Which is why her eventual “submission” to 007’s “charms” reads like nothing else than rape and a sad, troubling view of even “tough women”. Goldfinger instructs Galore to change into a more alluring outfit to make sure Bond, his prisoner, is “satisfied” in every way. She dutifully obeys but once Bond and her stroll to a horse barn, she seems uncomfortable and agitated by Bond’s advances. They have some heated and sexually charged dialogue while judo chopping one another. Bond gains the upper hand, throws her to the straw, holds her down and kisses her while she resists adamantly. The scene fades out as she seems to give in to his kiss and it is implied they have intimate relations with one another. Troubling might be an understatement.

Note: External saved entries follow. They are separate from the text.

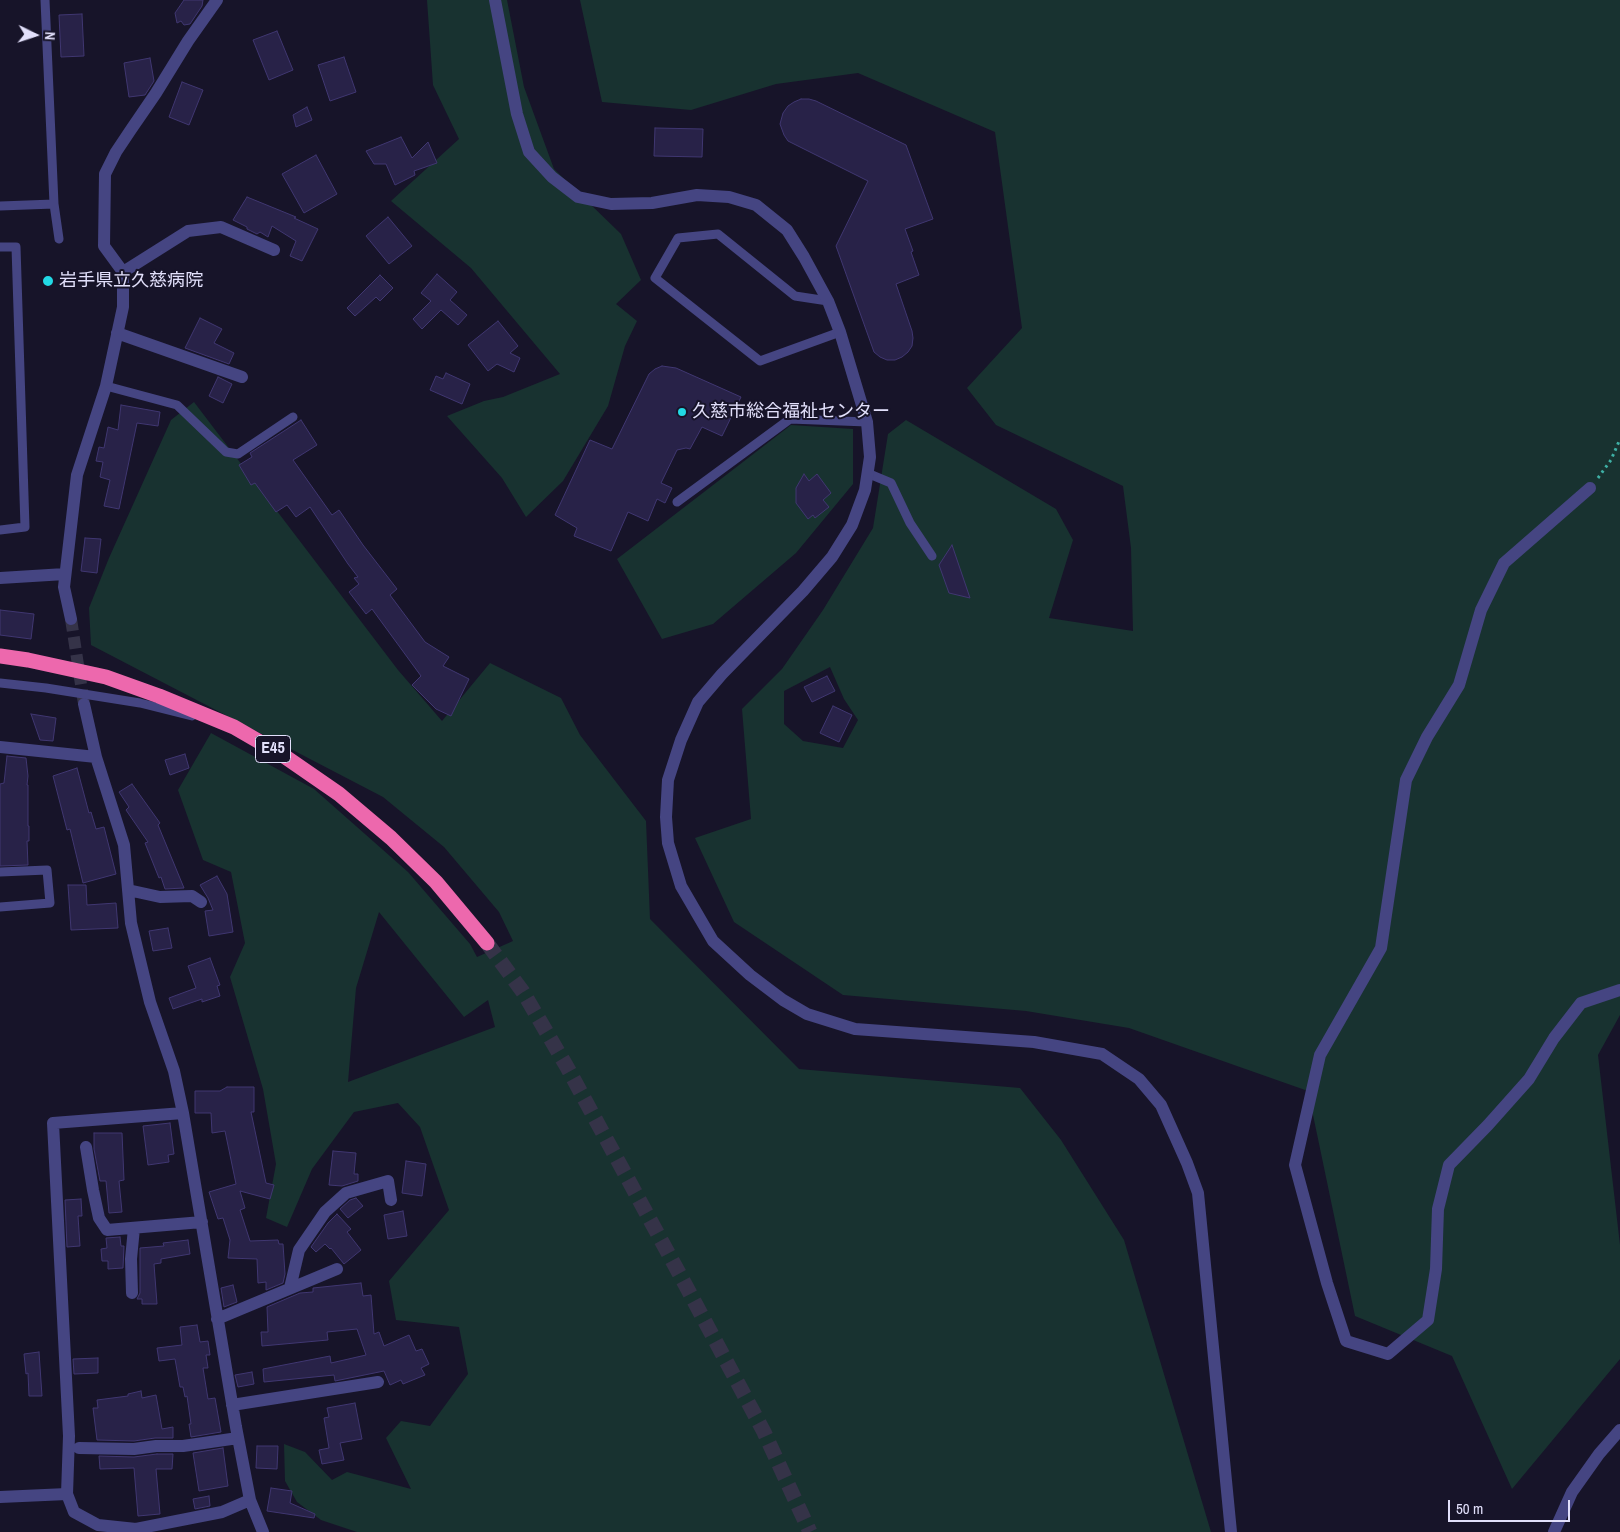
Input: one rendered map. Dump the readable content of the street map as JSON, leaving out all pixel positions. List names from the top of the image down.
{
  "streets": {
    "highway": ["E45"]
  },
  "places": ["岩手県立久慈病院", "久慈市総合福祉センター"],
  "scale_bar": "50 m",
  "north": "right"
}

The scene shares uncomfortable similarities to another barn rape scene in Clint Eastwood’s High Plains Drifter. But where Eastwood’s “Stranger” is a mysterious, anti-hero, James Bond is portrayed and lifted up as a hallmark of masculinity and heroism. It begs a deeper question: what has changed in what we want in a hero from the 1960’s to now? Furthermore, what does it mean to be a man then and now?
The most admirable aspect of James Bond is a soldier-like attachment to his mission and a callous disregard for anything that stands in his way. We love Bond because he is decisive, confident, and unyielding even when the odds are stacked against him. Truly he is a man from the age of people like my father and grandfather. What we would call a “man’s man”. There is no emotion, no deeper pathos in your duty or your responsibilities. You put your head down and you accomplish your objective with little complaint and a casual wave of the hand to your vices.

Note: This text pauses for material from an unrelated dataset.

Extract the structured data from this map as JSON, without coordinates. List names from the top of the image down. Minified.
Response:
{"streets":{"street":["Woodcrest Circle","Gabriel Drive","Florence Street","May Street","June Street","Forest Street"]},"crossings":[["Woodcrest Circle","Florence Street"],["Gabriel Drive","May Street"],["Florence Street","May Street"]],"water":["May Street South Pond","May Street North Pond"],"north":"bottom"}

However, is that all good? Certainly not if we look at 007. Multiple actors who have played Bond; George Lazenby, Sean Connery, and most recently Daniel Craig have all expressed disgust at the character of Bond and labeled him as “a brute”, “misogynistic”, and have wished him dead. Bond clearly has a weakness for women, but it is portrayed like another hedonistic creature comfort on par with his love of a well-shaken martini or an Aston-Martin DB5.
The James Bond of Goldfinger and of the wider franchise is a double-edged sword. His qualities of duty to country and taking down the bad guys are quintessential heroic traits men and women would do well to imitate and aspire to. Yet, his iconic status as a bastion of masculinity is called into question by his treatment of the opposite sex, whose company he is renowned for enjoying. In Goldfinger, one of the upper echelon movies of the franchise, his cold nonchalance towards women can’t hide behind all the iconic moments and catchphrases. To ignore his foibles is to ignore the impact his character has had on both reflecting and shaping our culture’s view of women and masculinity. In fact, the two most recent incarnations of Bond have tackled some of these objections and acknowledged the Bond character must be viewed with a discerning eye. To not do so is to risk missing what makes 007 great, controversial, and also worth talking about.